* **Task to complete**:
Instruction for the data below: set down exactly the lines from the line with "<strong>Streetwise</strong>" to the line with "M208 104 212", inclusive, and no others.

* **Dataset entries**:
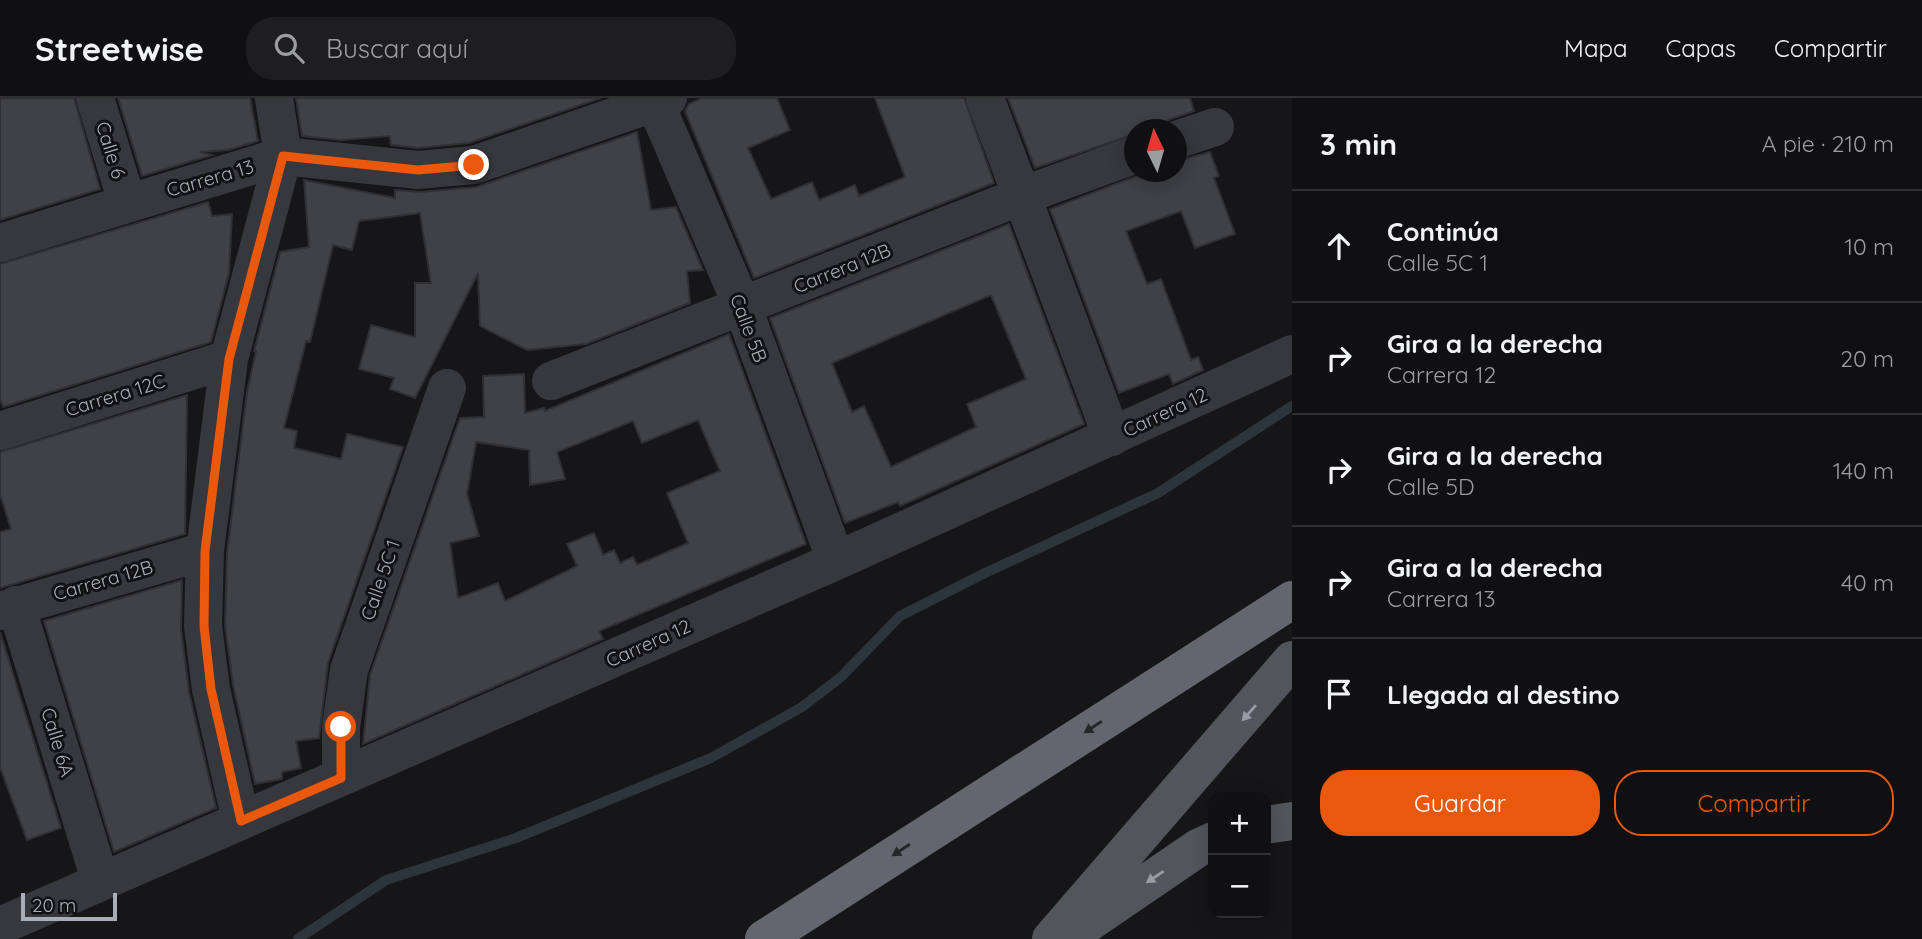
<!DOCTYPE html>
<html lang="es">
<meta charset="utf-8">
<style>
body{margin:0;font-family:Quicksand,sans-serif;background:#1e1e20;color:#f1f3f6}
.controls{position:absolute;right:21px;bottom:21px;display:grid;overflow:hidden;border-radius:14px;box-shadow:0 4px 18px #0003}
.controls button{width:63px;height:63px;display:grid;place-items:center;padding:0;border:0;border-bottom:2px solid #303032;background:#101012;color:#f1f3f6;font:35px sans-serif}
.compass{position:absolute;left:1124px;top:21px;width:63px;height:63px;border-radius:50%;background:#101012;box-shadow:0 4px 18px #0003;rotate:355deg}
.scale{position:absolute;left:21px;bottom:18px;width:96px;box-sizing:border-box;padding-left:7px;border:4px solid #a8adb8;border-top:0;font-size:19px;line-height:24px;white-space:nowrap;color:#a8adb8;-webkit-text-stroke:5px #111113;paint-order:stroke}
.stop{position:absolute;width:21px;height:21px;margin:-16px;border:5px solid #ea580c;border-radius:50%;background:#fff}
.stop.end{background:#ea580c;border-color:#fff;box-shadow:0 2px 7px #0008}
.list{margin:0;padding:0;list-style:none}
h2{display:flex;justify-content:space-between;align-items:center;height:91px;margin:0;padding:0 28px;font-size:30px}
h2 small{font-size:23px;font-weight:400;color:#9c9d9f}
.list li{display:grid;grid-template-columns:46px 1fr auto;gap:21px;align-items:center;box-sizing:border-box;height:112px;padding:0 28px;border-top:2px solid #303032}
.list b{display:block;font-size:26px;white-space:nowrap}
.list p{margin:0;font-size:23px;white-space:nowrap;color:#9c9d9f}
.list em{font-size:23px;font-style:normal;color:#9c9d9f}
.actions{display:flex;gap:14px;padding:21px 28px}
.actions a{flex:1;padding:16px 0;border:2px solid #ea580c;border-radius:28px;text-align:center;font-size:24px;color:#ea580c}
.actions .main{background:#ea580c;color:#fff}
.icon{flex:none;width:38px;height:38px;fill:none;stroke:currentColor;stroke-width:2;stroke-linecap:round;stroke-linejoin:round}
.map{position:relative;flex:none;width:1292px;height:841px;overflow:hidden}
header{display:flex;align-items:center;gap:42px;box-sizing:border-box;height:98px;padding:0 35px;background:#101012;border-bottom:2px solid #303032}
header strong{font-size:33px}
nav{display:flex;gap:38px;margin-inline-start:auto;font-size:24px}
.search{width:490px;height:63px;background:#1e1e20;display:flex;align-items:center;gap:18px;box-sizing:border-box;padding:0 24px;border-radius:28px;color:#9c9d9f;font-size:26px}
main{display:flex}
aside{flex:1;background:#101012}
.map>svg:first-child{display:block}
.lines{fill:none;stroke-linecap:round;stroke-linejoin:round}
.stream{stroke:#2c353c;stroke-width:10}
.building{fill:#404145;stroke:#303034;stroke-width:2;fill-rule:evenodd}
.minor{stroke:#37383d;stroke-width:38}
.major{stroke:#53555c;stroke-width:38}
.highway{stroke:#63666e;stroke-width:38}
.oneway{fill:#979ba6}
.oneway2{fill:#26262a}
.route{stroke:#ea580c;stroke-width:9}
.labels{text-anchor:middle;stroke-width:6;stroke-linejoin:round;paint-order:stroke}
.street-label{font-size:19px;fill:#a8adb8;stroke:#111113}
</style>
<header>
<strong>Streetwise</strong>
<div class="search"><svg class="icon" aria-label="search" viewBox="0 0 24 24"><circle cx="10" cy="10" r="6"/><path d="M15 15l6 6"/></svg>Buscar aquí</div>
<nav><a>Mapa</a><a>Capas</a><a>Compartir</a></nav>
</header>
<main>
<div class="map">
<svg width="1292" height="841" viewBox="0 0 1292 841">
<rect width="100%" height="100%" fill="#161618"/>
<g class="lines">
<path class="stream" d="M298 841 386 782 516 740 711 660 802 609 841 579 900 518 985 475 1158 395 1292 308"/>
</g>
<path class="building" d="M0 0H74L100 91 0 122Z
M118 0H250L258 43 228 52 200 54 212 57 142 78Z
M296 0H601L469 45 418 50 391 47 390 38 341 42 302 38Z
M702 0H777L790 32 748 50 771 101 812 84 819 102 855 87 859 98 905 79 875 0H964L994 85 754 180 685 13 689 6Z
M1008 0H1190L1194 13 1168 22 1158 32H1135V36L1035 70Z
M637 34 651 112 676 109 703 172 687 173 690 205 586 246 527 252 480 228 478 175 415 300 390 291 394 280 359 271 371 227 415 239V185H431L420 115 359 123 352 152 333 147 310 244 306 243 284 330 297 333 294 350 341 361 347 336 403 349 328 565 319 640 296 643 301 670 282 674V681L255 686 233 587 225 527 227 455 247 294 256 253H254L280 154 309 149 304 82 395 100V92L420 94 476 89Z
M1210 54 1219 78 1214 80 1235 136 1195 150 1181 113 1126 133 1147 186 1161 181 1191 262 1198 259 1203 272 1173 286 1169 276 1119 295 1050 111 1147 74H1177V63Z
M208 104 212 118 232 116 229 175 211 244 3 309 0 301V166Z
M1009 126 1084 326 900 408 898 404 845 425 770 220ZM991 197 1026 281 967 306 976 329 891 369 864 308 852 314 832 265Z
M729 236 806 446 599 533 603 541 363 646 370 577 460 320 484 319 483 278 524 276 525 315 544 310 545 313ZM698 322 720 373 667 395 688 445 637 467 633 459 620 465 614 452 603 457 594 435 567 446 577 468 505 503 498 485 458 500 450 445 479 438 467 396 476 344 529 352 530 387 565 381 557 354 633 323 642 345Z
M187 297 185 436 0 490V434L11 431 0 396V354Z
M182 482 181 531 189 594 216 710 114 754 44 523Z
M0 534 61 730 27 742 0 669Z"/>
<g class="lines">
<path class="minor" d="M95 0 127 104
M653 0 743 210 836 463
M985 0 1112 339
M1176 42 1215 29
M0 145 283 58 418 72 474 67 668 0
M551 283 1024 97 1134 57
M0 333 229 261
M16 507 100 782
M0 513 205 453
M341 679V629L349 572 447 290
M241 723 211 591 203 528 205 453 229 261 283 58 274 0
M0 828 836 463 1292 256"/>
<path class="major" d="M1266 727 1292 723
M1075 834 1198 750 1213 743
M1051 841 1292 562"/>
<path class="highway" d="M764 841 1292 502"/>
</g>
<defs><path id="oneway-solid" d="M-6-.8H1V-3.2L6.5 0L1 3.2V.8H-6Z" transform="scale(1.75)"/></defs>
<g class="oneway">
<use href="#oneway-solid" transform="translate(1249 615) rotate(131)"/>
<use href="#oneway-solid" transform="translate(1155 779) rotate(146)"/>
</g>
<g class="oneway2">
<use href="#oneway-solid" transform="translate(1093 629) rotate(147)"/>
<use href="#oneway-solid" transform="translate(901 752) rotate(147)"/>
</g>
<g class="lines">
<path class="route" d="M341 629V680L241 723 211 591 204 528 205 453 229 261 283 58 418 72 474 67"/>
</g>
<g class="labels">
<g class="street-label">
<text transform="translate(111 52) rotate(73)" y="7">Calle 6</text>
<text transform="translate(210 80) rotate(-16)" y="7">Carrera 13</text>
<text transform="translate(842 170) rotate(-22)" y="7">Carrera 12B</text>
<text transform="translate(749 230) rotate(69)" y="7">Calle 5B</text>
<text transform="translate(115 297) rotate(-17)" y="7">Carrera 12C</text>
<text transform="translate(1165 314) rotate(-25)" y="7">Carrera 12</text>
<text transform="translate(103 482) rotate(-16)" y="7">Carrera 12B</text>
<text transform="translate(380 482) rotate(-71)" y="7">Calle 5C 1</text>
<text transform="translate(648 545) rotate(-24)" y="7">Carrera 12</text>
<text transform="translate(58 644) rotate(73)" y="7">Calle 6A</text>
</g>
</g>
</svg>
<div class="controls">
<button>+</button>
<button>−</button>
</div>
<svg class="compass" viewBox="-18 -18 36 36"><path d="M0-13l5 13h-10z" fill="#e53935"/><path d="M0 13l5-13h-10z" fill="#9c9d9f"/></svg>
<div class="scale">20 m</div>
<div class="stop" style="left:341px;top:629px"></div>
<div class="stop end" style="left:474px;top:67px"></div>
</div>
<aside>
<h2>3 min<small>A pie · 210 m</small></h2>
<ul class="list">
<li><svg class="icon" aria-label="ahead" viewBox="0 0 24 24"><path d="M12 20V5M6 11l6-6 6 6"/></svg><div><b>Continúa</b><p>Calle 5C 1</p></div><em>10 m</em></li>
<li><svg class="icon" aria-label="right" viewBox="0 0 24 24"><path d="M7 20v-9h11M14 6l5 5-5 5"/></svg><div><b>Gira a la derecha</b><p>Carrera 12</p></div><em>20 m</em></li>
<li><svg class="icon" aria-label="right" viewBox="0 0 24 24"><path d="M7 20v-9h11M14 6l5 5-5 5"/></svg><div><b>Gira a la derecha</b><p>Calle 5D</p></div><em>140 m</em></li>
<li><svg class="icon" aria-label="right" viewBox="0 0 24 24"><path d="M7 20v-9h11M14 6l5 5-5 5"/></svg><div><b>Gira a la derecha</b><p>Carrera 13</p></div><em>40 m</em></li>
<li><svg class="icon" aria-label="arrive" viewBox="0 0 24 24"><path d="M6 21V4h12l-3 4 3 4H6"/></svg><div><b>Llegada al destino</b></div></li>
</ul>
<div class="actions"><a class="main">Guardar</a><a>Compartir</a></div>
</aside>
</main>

* **Written solution**:
<strong>Streetwise</strong>
<div class="search"><svg class="icon" aria-label="search" viewBox="0 0 24 24"><circle cx="10" cy="10" r="6"/><path d="M15 15l6 6"/></svg>Buscar aquí</div>
<nav><a>Mapa</a><a>Capas</a><a>Compartir</a></nav>
</header>
<main>
<div class="map">
<svg width="1292" height="841" viewBox="0 0 1292 841">
<rect width="100%" height="100%" fill="#161618"/>
<g class="lines">
<path class="stream" d="M298 841 386 782 516 740 711 660 802 609 841 579 900 518 985 475 1158 395 1292 308"/>
</g>
<path class="building" d="M0 0H74L100 91 0 122Z
M118 0H250L258 43 228 52 200 54 212 57 142 78Z
M296 0H601L469 45 418 50 391 47 390 38 341 42 302 38Z
M702 0H777L790 32 748 50 771 101 812 84 819 102 855 87 859 98 905 79 875 0H964L994 85 754 180 685 13 689 6Z
M1008 0H1190L1194 13 1168 22 1158 32H1135V36L1035 70Z
M637 34 651 112 676 109 703 172 687 173 690 205 586 246 527 252 480 228 478 175 415 300 390 291 394 280 359 271 371 227 415 239V185H431L420 115 359 123 352 152 333 147 310 244 306 243 284 330 297 333 294 350 341 361 347 336 403 349 328 565 319 640 296 643 301 670 282 674V681L255 686 233 587 225 527 227 455 247 294 256 253H254L280 154 309 149 304 82 395 100V92L420 94 476 89Z
M1210 54 1219 78 1214 80 1235 136 1195 150 1181 113 1126 133 1147 186 1161 181 1191 262 1198 259 1203 272 1173 286 1169 276 1119 295 1050 111 1147 74H1177V63Z
M208 104 212 118 232 116 229 175 211 244 3 309 0 301V166Z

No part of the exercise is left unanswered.